Sunday, 19 August 2007

Operators and Assignments (Part 12)

Explicit Casting
It might be that the default way of treating the expressions listed above is not what you want. For example, consider the following Code,

double result;
int two = 2, eleven = 11;
result = 5.5 + eleven/two;


the result variable has a value of 10.5 (because the as both eleven and two are ints, the result of the division is rounded to an int). However, if you wanted the term 11/2 to produce the value 5.5 so the overall result would be 11.0, then you can do this using an explicit cast as follows:

result = 5.5 + (double)eleven/two;

This causes the value stored in eleven to be converted to double before the divide operation takes place and the operand two is also converted to double before the divide is executed. Hence the value of result will be 11.0.

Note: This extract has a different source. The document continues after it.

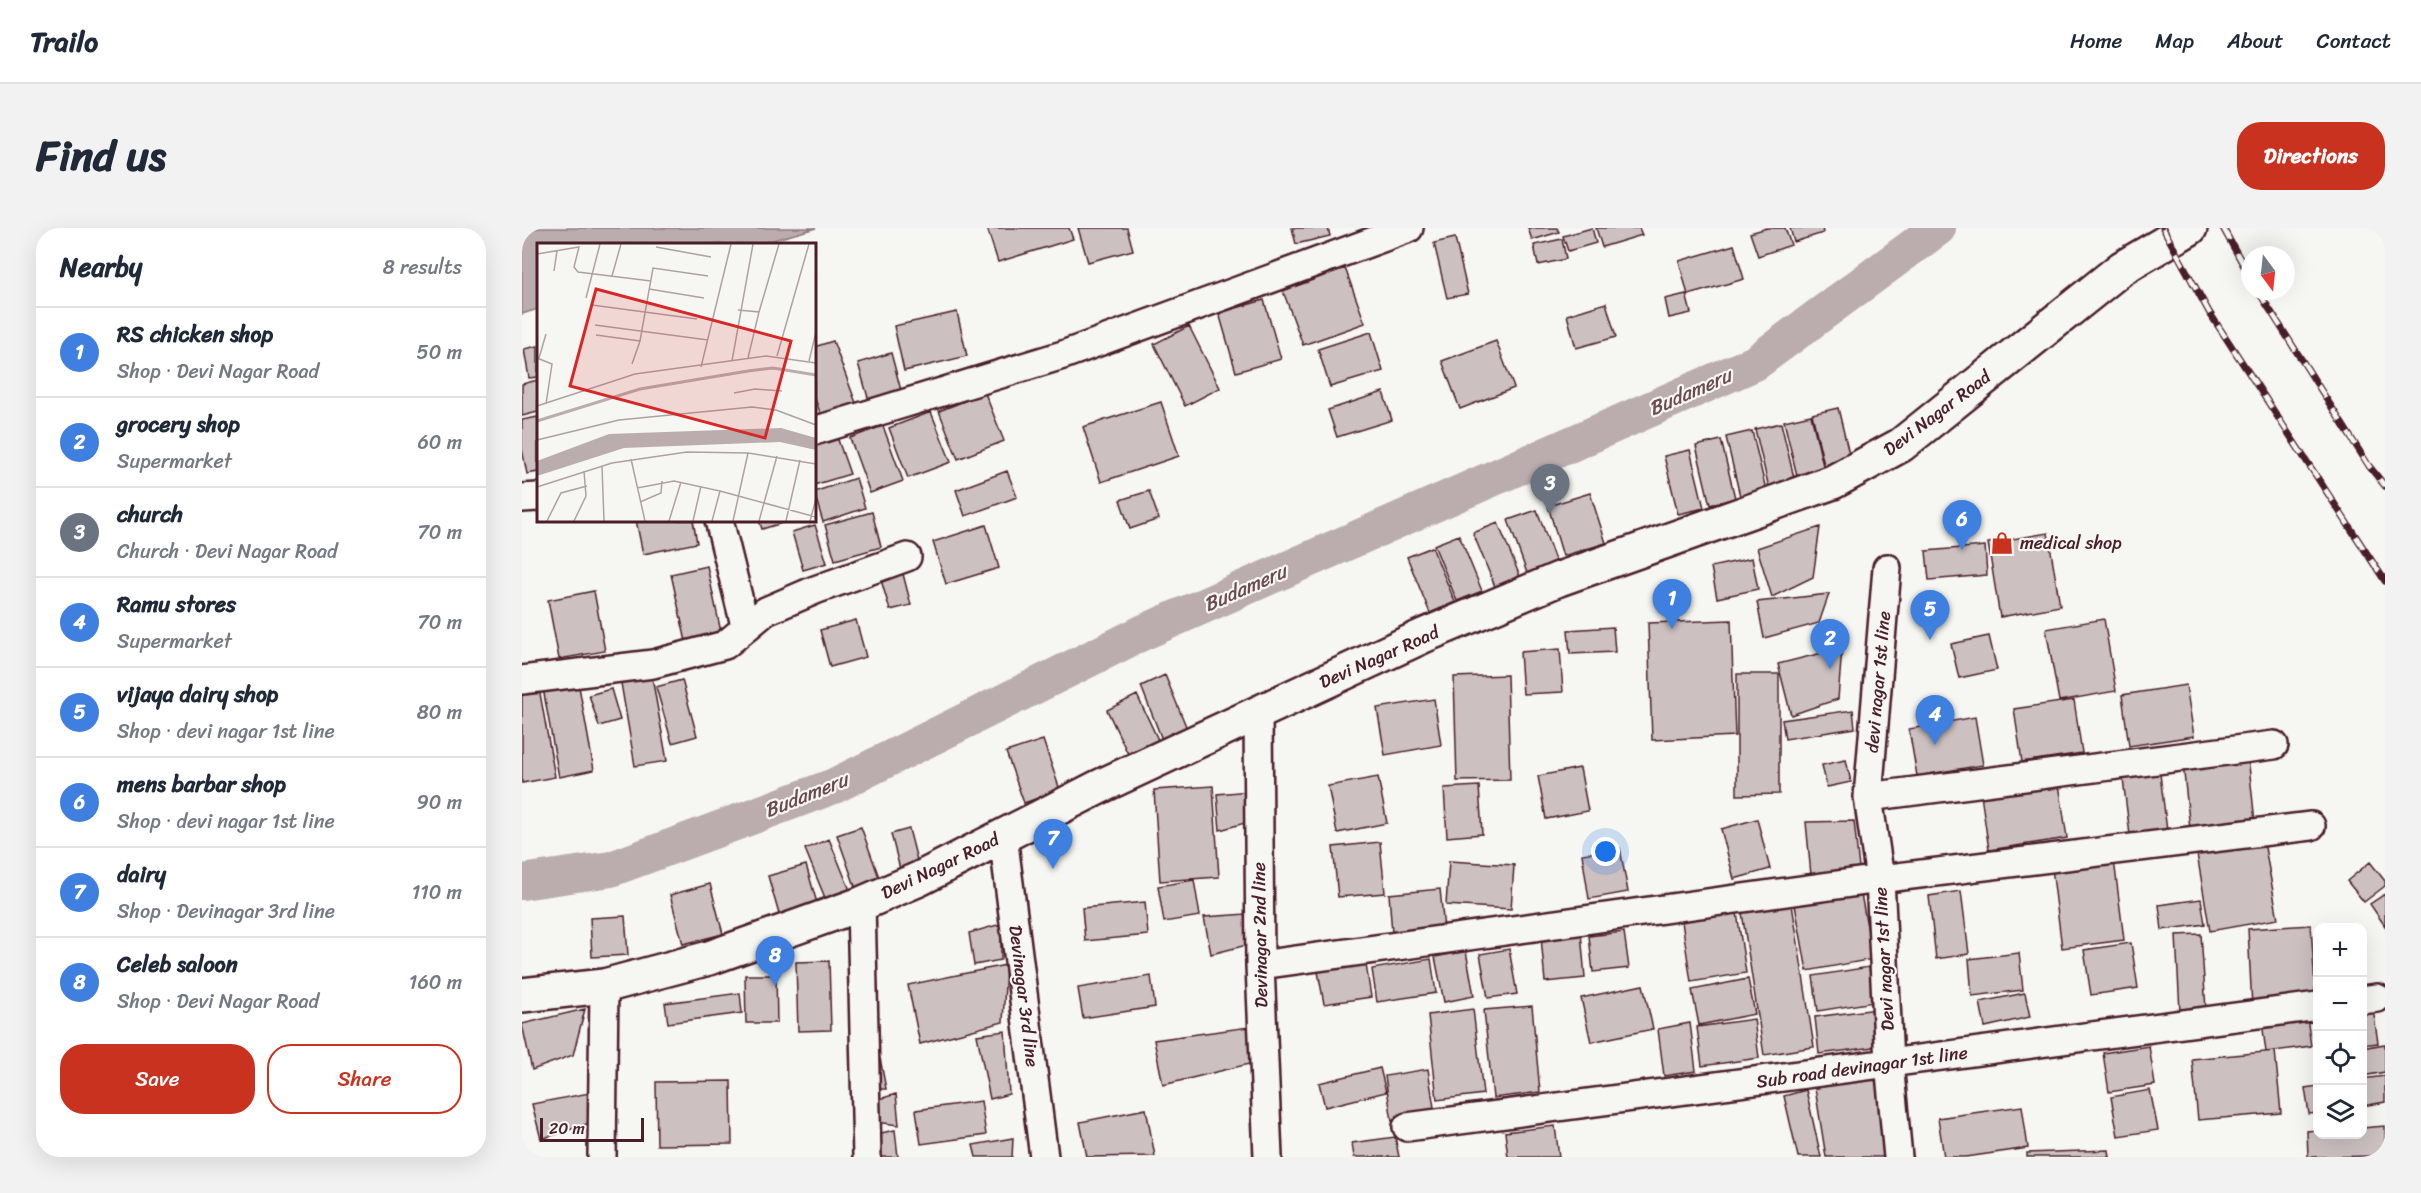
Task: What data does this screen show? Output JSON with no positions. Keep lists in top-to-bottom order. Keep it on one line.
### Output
{"streets":{"street":["Devi Nagar Road","devi nagar 1st line","Devinagar 2nd line","Devi nagar 1st line","Devinagar 3rd line","Sub road devinagar 1st line"]},"crossings":[["Devi Nagar Road","Devinagar 2nd line"],["Devi Nagar Road","Devinagar 3rd line"],["devi nagar 1st line","Devi nagar 1st line"],["Devi nagar 1st line","Sub road devinagar 1st line"]],"water":["Budameru"],"places":{"shop":["medical shop"]},"scale_bar":"20 m","north":"bottom","page":{"header":"Trailo","nav":["Home","Map","About","Contact"],"title":"Find us","buttons":["Directions",["Save","Share"]],"heading":["Nearby","8 results"],"list":[{"mark":"1","name":"RS chicken shop","note":"Shop · Devi Nagar Road","value":"50 m"},{"mark":"2","name":"grocery shop","note":"Supermarket","value":"60 m"},{"mark":"3","name":"church","note":"Church · Devi Nagar Road","value":"70 m"},{"mark":"4","name":"Ramu stores","note":"Supermarket","value":"70 m"},{"mark":"5","name":"vijaya dairy shop","note":"Shop · devi nagar 1st line","value":"80 m"},{"mark":"6","name":"mens barbar shop","note":"Shop · devi nagar 1st line","value":"90 m"},{"mark":"7","name":"dairy","note":"Shop · Devinagar 3rd line","value":"110 m"},{"mark":"8","name":"Celeb saloon","note":"Shop · Devi Nagar Road","value":"160 m"}],"pins":["3","6","1","5","2","4","7","8"],"map_buttons":["+","−"],"scale":"20 m"}}
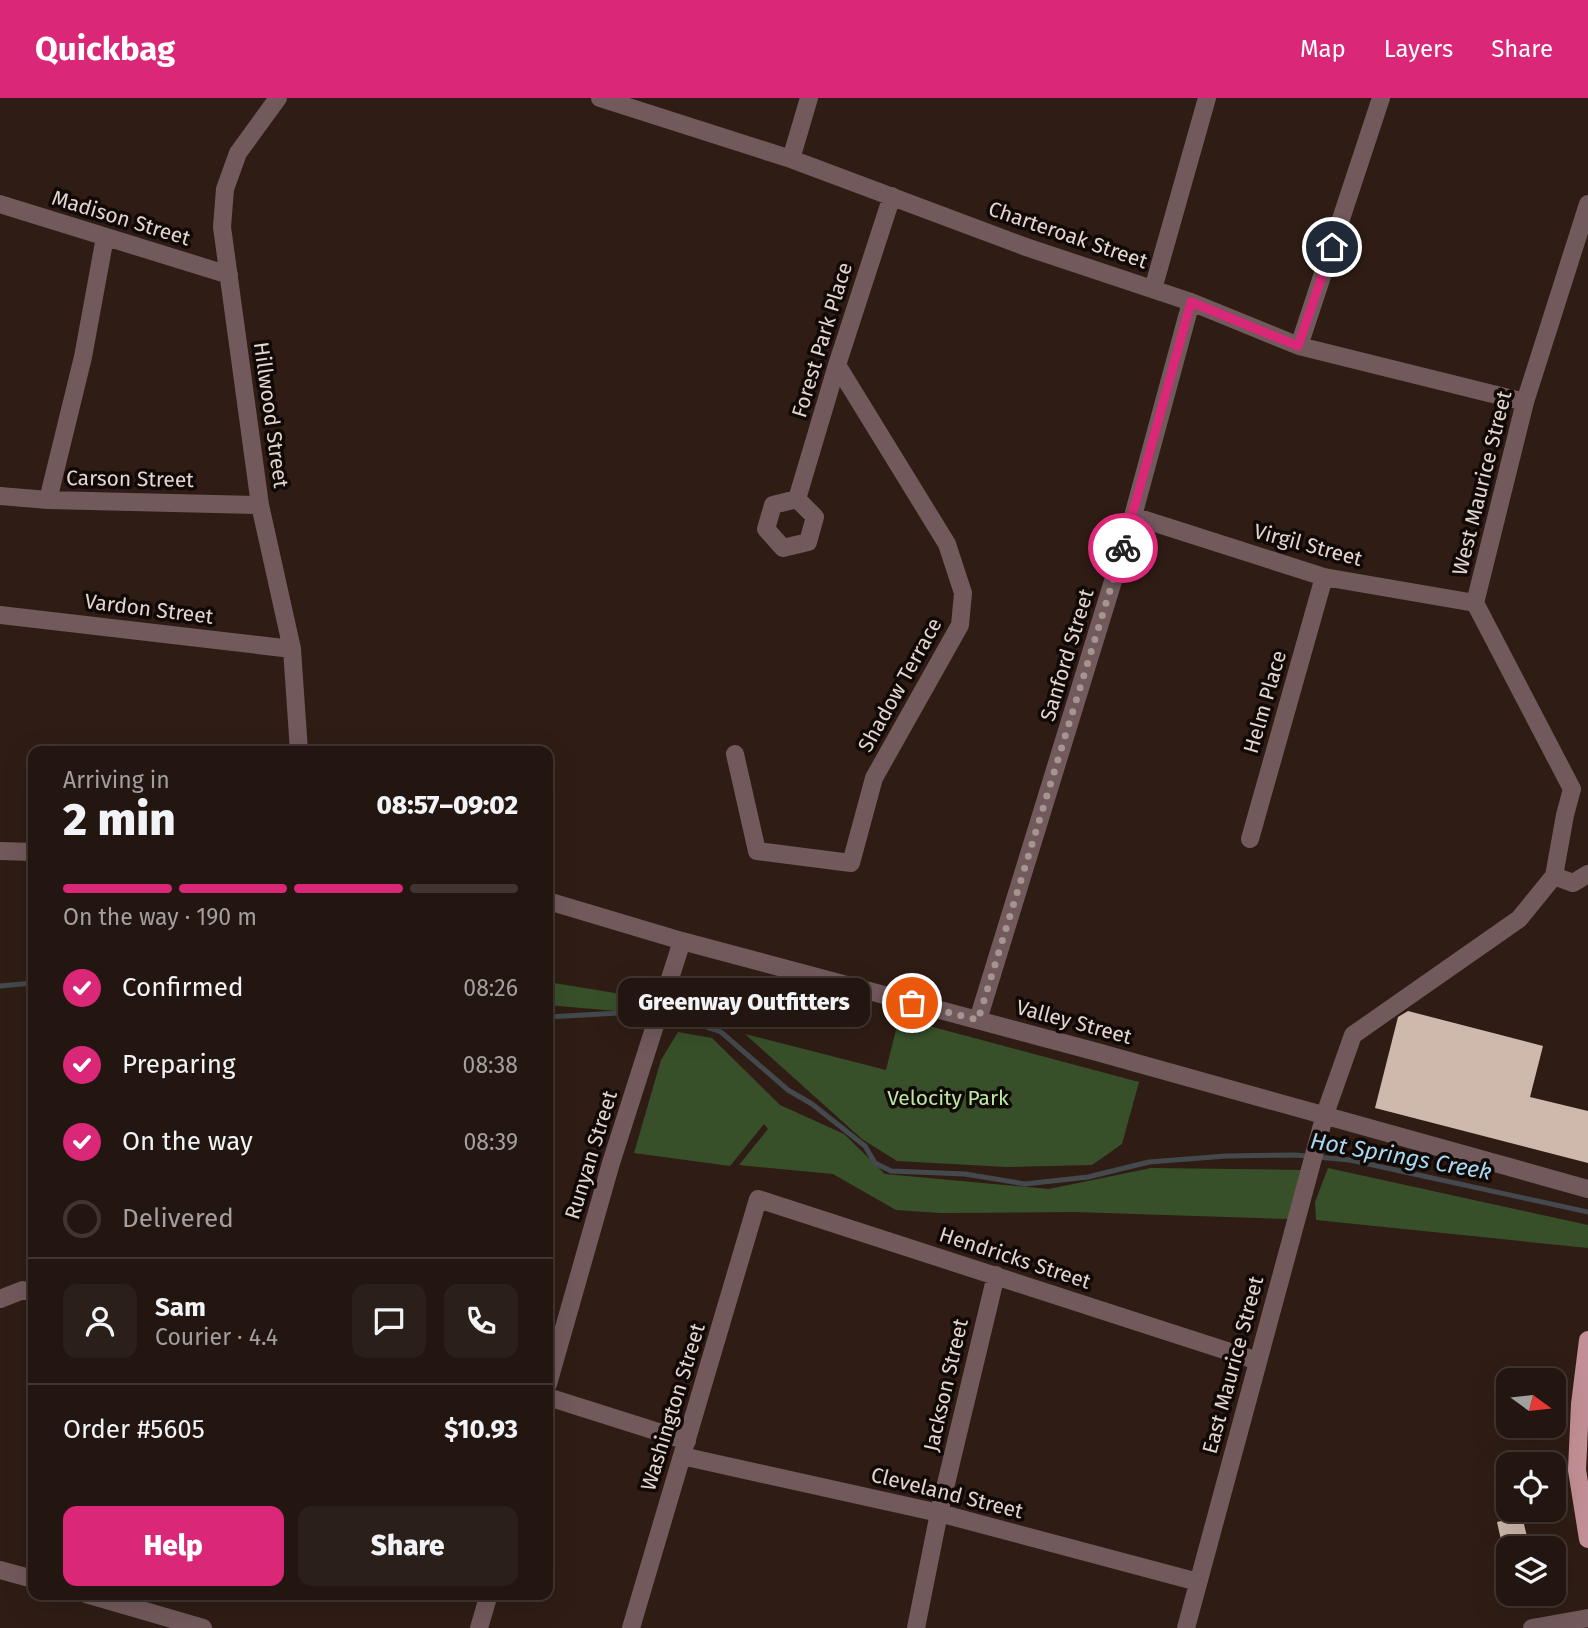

This can (and must or compiler will complain) also go the other way where a large datatype is “squeezed” into a smaller datatype. Consider the next example:

long bigValue = 99.98765L;
int squeezedValue = (int)(bigValue);


without the (int) typecast in the second line, the compiler will flag an error. Variables can automatically be promoted to a longer form though without the need of explicit casting.
Consider the sequence of basic types,

byte --> short --> int --> long --> float --> double

an automatic conversion will be made as long as it is upwards through the sequence, that is from left to right. If you want to go in the opposite direction then you must use an explicit cast. Make sure that you don’t lose information when you do so.